Typical San Francisco street lined with row houses


Brigitte Shim and Howard Sutcliffe Brigitte Shim and Howard Sutcliffe formed the design practice Shim-Sutcliffe Architects in 1994, reflecting their shared interest and passion for the integration of architecture, landscape, and furniture. Their built architectural work has been honored with eleven Royal Architectural Institute of Canada Governor General’s Medals and Awards for Architecture. Irrespective of scale, their work is engaged in densifying urban centers and in rethinking ways to build in the Canadian landscape Brigitte Shim was born in Kingston, Jamaica in 1958, and was educated at the University of Waterloo, receiving degrees in Environmental Studies and Architecture. She worked successively for Arthur Erickson in Vancouver and for Baird Sampson Neuert Architects in Toronto.

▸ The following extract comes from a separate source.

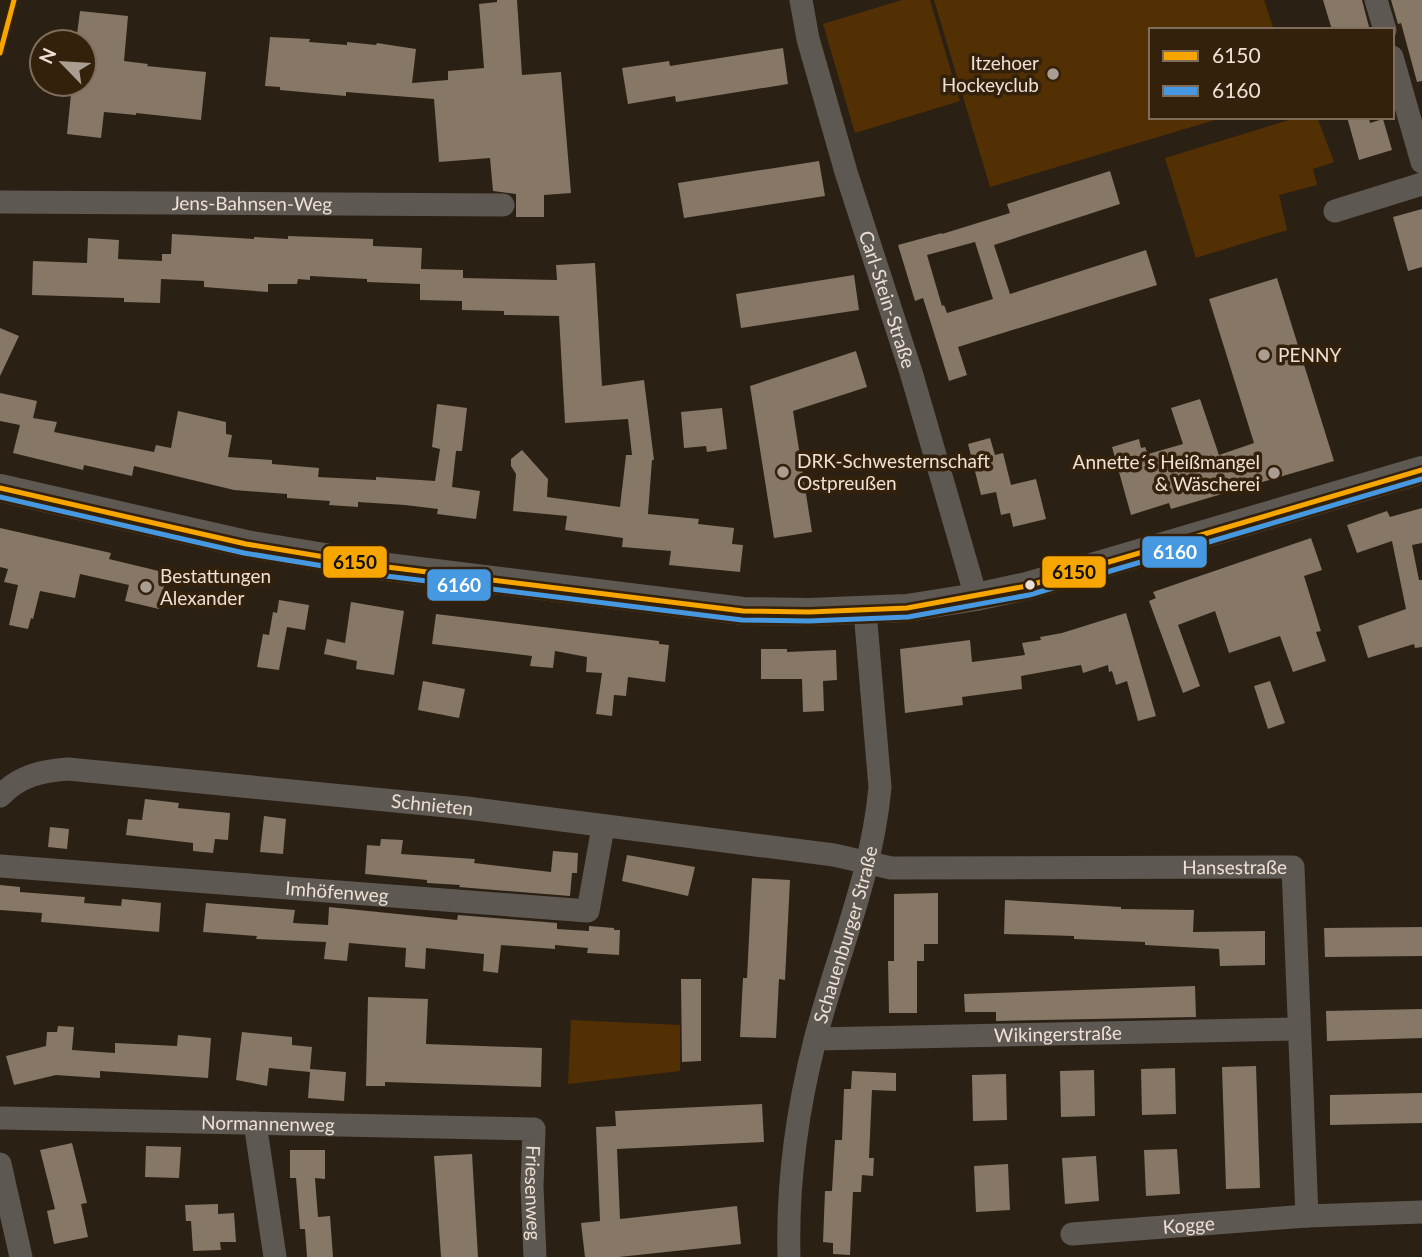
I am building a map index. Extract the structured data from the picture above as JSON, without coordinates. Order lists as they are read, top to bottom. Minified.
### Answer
{"streets":{"street":["Jens-Bahnsen-Weg","Carl-Stein-Straße","Schnieten","Hansestraße","Imhöfenweg","Schauenburger Straße","Wikingerstraße","Normannenweg","Friesenweg","Kogge"]},"crossings":[["Schnieten","Hansestraße"],["Schnieten","Imhöfenweg"],["Schnieten","Schauenburger Straße"],["Hansestraße","Schauenburger Straße"],["Hansestraße","Wikingerstraße"],["Hansestraße","Kogge"],["Schauenburger Straße","Wikingerstraße"],["Normannenweg","Friesenweg"]],"places":["Itzehoer Hockeyclub","PENNY","DRK-Schwesternschaft Ostpreußen","Annette´s Heißmangel & Wäscherei","Bestattungen Alexander"],"lines":["transit line 6150","transit line 6160"],"legend":["6150","6160"],"north":"top left"}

As a member of the architecture, landscape, and design faculty in the University of Toronto, she has taught a broad range of architectural design studios and lecture courses in the history and theory of landscape architecture. She has been a visiting professor at Yale University, the Ecole Polytechnique Federale de Lausanne, and Harvard University. In 2007 she served on the Aga Khan Architecture Award Master Jury. Howard Sutcliffe was born in Yorkshire, England in 1958 and was educated at the University of Waterloo, where he received degrees in Environmental Studies and Architecture. After graduating he would work successively for Paul Merrick of Vancouver and for Ronald Thom, Barton Myers, and Kuwabara Payne McKenna Blumberg Architects of Toronto. In 1991, Sutcliffe was the first recipient of the Ronald J. Thom Award for early design achievement from the Canada Council.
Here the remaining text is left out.